Un título que tomo prestado dándole la razón a
su dueño, es posible escribir todo un libro acerca de los abrazos.
Así como existen
incontables maneras de dar y catalogar un beso, de igual manera sucede con los
abrazos.
Los hay de todas formas,
funciones e intensidad: cortos y fugaces, como dados al pasar y sin pensarlos
demasiado, otros con un halo de cortesía incluida, del tipo que brindamos
cuando saludamos a algún conocido que por ej. acaba de recibirse; ni hablar de los
abrazos al estilo Casablanca: en la estación de trenes, despidiéndonos quizá
para siempre de la persona que amamos, aferrados al otro como si en ello nos
fuera la vida...
Podría enumerar miles de
situaciones, lugares y tipos de abrazos: de bienvenida y adioses; alegría y
buenas noticias; de triunfo; de fe... hasta los hay de compromiso.
Pero ninguno como los
suyos...
Rotundos.
Definitivos.
Tan característicos y
distintivos que incluso parecen tener aroma y sabor propio.

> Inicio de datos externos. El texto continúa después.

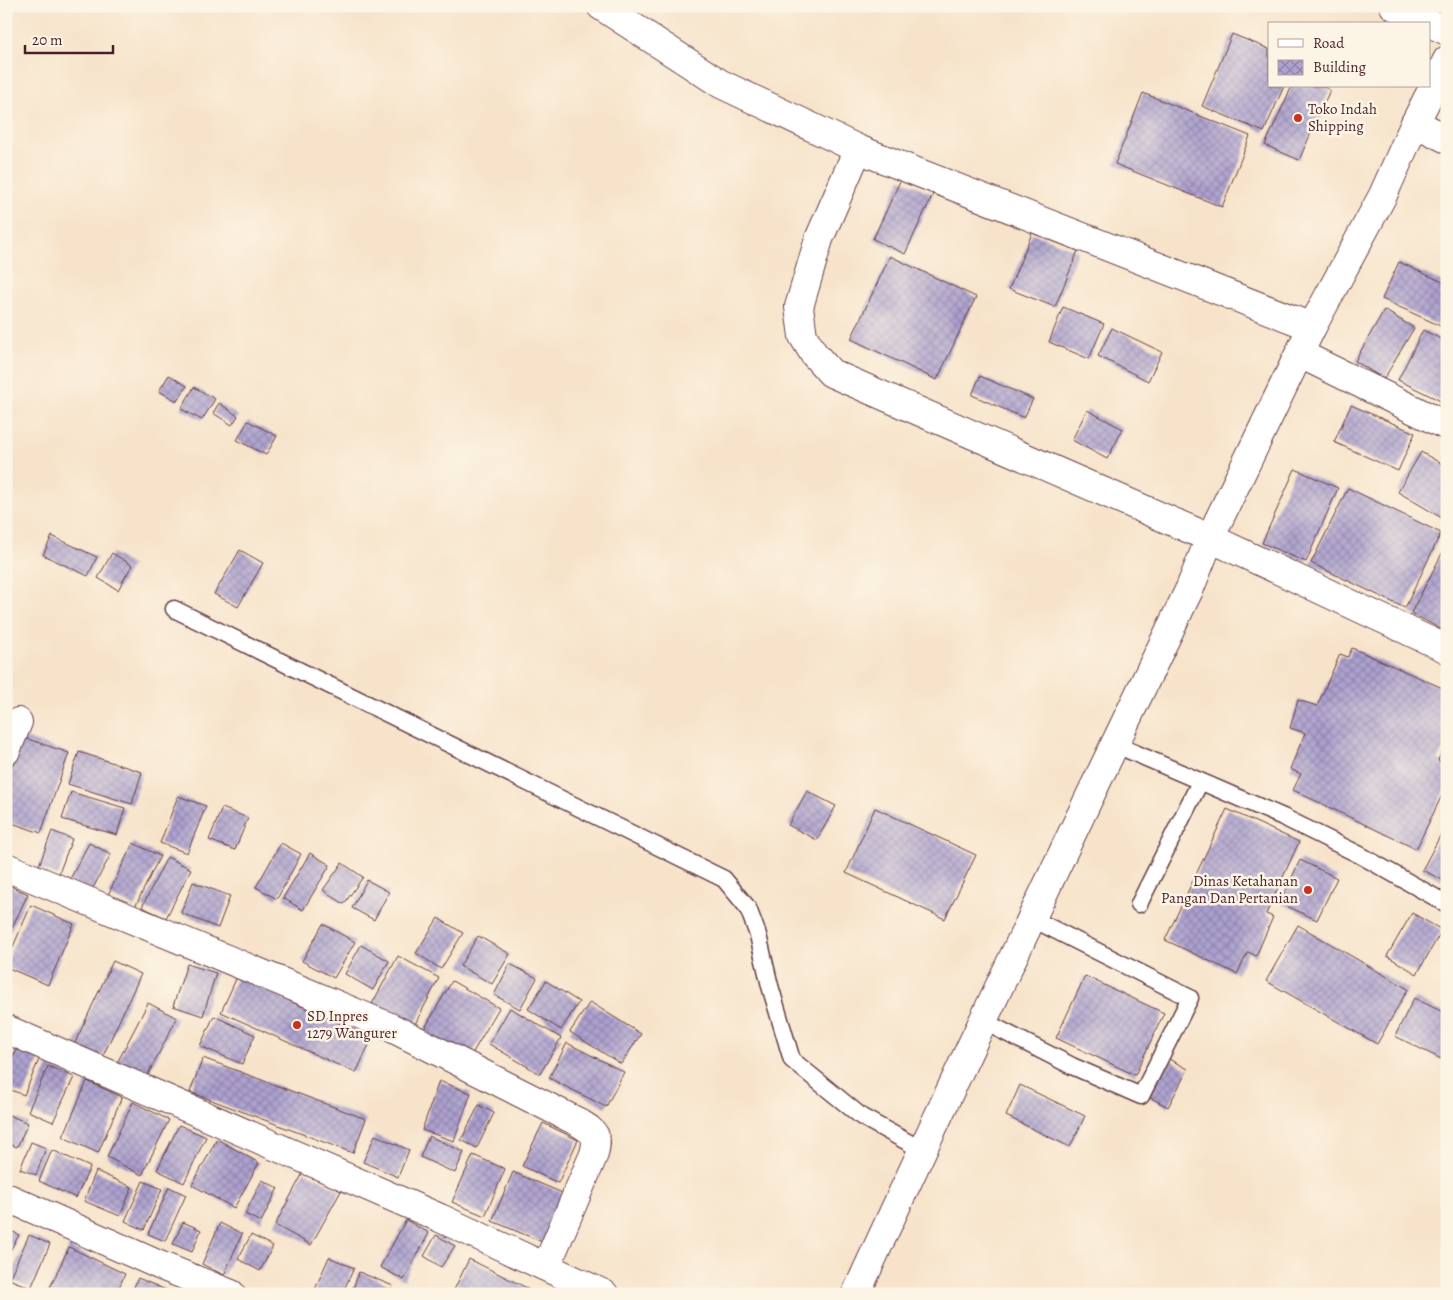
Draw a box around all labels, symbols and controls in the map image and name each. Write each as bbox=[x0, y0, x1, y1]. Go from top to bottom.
scale bar bbox=[25, 22, 112, 54]
legend bbox=[1268, 22, 1430, 88]
text: 20 m bbox=[32, 30, 63, 50]
text: Road bbox=[1313, 33, 1345, 53]
text: Building bbox=[1313, 57, 1366, 77]
place label: Toko Indah Shipping bbox=[1308, 99, 1377, 136]
marker: Toko Indah Shipping bbox=[1292, 112, 1304, 124]
place label: Dinas Ketahanan Pangan Dan Pertanian bbox=[1161, 871, 1298, 908]
marker: Dinas Ketahanan Pangan Dan Pertanian bbox=[1302, 884, 1314, 896]
place label: SD Inpres 1279 Wangurer bbox=[307, 1006, 397, 1043]
marker: SD Inpres 1279 Wangurer bbox=[291, 1019, 303, 1031]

Saben a silencios
cómplices y palabras jamás pronunciadas... huelen a promesas nunca dichas.
Te dejan con la
sensación de que es posible escaparse del mundo en una fracción de segundo y en
medio de una avenida llena de gente; tienen la facultad de atravesar las
fronteras de la piel, desnudándonos de barreras y obstáculos, permitiendo que
al menos, por un momento, sientas el calor de un alma abrazando la tuya.